=== INPUT DATA ===

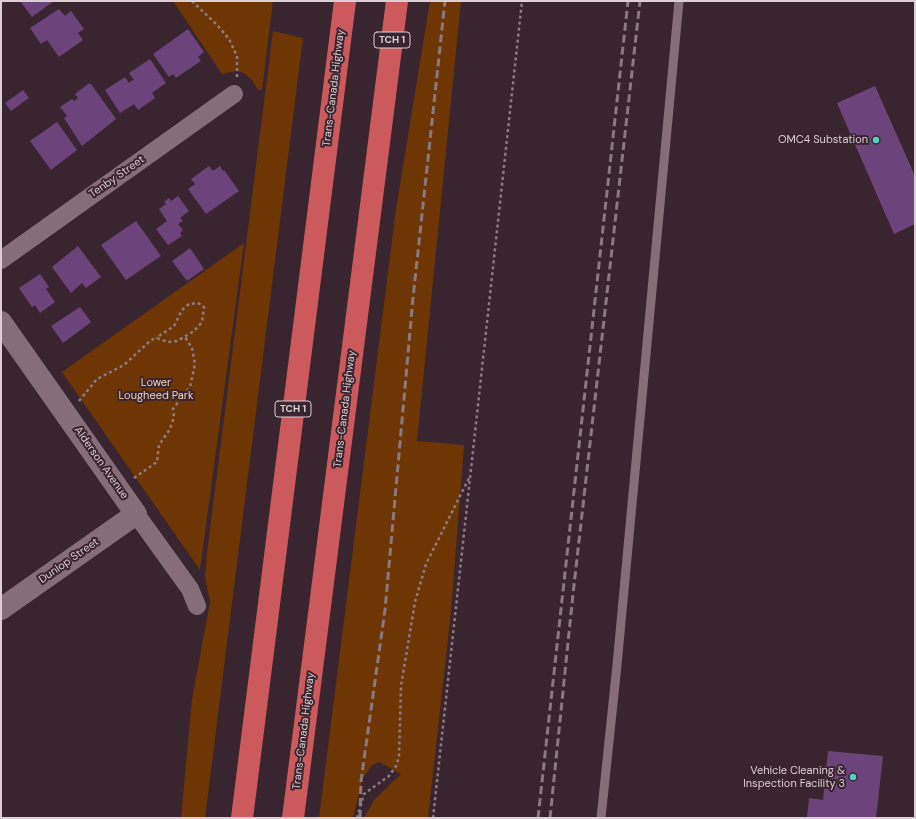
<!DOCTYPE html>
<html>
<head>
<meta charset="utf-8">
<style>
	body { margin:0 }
	#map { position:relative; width:916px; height:819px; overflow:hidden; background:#39252f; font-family:"DM Sans",sans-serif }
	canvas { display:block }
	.frame { position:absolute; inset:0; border:2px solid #dbced4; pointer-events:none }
</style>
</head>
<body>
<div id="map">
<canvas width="916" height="819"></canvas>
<div class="frame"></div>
</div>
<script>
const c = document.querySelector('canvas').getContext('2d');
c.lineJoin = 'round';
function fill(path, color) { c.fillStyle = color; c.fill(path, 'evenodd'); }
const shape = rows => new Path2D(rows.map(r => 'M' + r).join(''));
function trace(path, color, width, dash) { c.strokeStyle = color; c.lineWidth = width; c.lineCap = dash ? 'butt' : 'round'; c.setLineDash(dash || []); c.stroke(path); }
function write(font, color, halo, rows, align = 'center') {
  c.font = font + ' "DM Sans",sans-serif'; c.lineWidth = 4; c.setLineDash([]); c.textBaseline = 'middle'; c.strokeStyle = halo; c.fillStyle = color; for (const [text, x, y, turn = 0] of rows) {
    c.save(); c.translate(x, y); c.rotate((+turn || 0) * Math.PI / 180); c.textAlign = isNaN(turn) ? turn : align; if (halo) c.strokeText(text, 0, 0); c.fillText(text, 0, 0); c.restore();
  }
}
const green = shape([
	[173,1,273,1,262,90,258,90,253,81,244,73,236,71,222,74],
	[430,1,461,1,417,441,464,445,451,612,428,818,364,818,374,800,401,774,379,762,372,765,363,778,353,818,319,818,396,209],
	[273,31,303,38,205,818,181,818,192,699,210,602,205,577,207,553],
	[244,243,200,570,62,372]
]);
const building = shape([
	[20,1,54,1,32,17],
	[59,9,65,16,71,11,84,29,78,33,83,40,59,57,47,40,41,44,30,28],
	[188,29,204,52,198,57,201,61,176,78,173,74,169,77,153,54],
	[150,59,166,83,152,93,155,98,138,110,134,104,120,113,105,90,125,77,129,83,131,81,134,80,129,73],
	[88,84,91,84,116,119,82,146,64,118,67,116,60,107,72,99,74,101,78,98,75,94],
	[875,86,915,176,915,224,894,234,837,103],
	[23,90,29,98,11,111,5,103],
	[57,122,77,150,51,170,30,141],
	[209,166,213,171,220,166,223,171,224,170,239,191,206,214,188,189,195,184,191,179],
	[178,196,189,211,180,218,183,221,178,224,183,230,180,233,182,236,168,245,156,229,167,221,159,209,166,204,164,202,169,198,171,201],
	[136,221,161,256,126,280,101,245],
	[78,246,101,277,86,288,82,283,71,293,52,267],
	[190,248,204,269,187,281,172,261],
	[40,274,49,287,46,289,55,302,40,313,35,305,32,307,19,288],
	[80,307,91,322,63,343,51,326],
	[828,751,883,756,876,818,807,818,809,798,823,800]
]);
const path = shape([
	[192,1,217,25,229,39,237,56,237,78],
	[79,401,97,379,124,365,151,340,156,338,168,342,177,341,194,331,202,322,204,307,198,303,189,304,182,310,174,326,156,338],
	[134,478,157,462,159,445,170,429,174,417,173,409,190,387,195,364,192,348,185,337],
	[357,818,364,794,389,776,396,766,399,757,401,686,415,602,426,564,469,478],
	[433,818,522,1]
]);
const service = shape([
	[601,818,617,665,679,1]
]);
const minor = shape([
	[1,260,234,94],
	[136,514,190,589,197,606]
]);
const tertiary = shape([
	[1,322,136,514,1,609]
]);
const motorway = shape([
	[242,818,345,1],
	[293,818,397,1]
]);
const rail = shape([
	[360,818,361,781,385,610,413,298,445,1],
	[538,818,628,1],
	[550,818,573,594,640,1]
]);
const markers = [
	[876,140,4,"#56cec4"],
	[853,777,4,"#56cec4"]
];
const shields = [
	[392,40,36],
	[293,409,36]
];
const shieldNames = [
	["TCH 1",392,40],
	["TCH 1",293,409]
];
const streetNames = [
	["Trans-Canada Highway",334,88,-83],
	["Tenby Street",117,177,-35],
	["Trans-Canada Highway",345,409,-83],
	["Alderson Avenue",101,463,55],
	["Dunlop Street",69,561,-35],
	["Trans-Canada Highway",304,731,-83]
];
const poiNames = [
	["OMC4 Substation",868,140],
	["Vehicle Cleaning &",845,771],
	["Inspection Facility 3",845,784]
];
const parkNames = [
	["Lower",156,383],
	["Lougheed Park",156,396]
];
fill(green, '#6e3505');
fill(building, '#6d437c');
trace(path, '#8b7b83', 2.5, [3, 3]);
trace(service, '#856e78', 9);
trace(minor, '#856e78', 18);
trace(tertiary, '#856e78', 22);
trace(motorway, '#cc5a5d', 22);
trace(rail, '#897981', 3, [8, 4]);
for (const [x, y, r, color] of markers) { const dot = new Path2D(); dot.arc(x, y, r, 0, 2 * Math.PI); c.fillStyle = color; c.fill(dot); trace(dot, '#39252f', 1.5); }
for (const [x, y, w] of shields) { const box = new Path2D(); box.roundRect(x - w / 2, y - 8, w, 16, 3); c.fillStyle = '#39252f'; c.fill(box); trace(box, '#dbced4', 1); }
write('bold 10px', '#dbced4', null, shieldNames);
write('11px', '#dbced4', '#39252f', streetNames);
write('11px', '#dbced4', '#39252f', poiNames, 'right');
write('11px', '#f7d1ba', '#39252f', parkNames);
</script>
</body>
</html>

===

> **EXERCISE INSTRUCTIONS**
Please quote exactly the run of lines that starts the entries and ends at the line containing "c.font = font", leaving out every picture.

> **SOLUTION TO THE EXERCISE**
<!DOCTYPE html>
<html>
<head>
<meta charset="utf-8">
<style>
	body { margin:0 }
	#map { position:relative; width:916px; height:819px; overflow:hidden; background:#39252f; font-family:"DM Sans",sans-serif }
	canvas { display:block }
	.frame { position:absolute; inset:0; border:2px solid #dbced4; pointer-events:none }
</style>
</head>
<body>
<div id="map">
<canvas width="916" height="819"></canvas>
<div class="frame"></div>
</div>
<script>
const c = document.querySelector('canvas').getContext('2d');
c.lineJoin = 'round';
function fill(path, color) { c.fillStyle = color; c.fill(path, 'evenodd'); }
const shape = rows => new Path2D(rows.map(r => 'M' + r).join(''));
function trace(path, color, width, dash) { c.strokeStyle = color; c.lineWidth = width; c.lineCap = dash ? 'butt' : 'round'; c.setLineDash(dash || []); c.stroke(path); }
function write(font, color, halo, rows, align = 'center') {
  c.font = font + ' "DM Sans",sans-serif'; c.lineWidth = 4; c.setLineDash([]); c.textBaseline = 'middle'; c.strokeStyle = halo; c.fillStyle = color; for (const [text, x, y, turn = 0] of rows) {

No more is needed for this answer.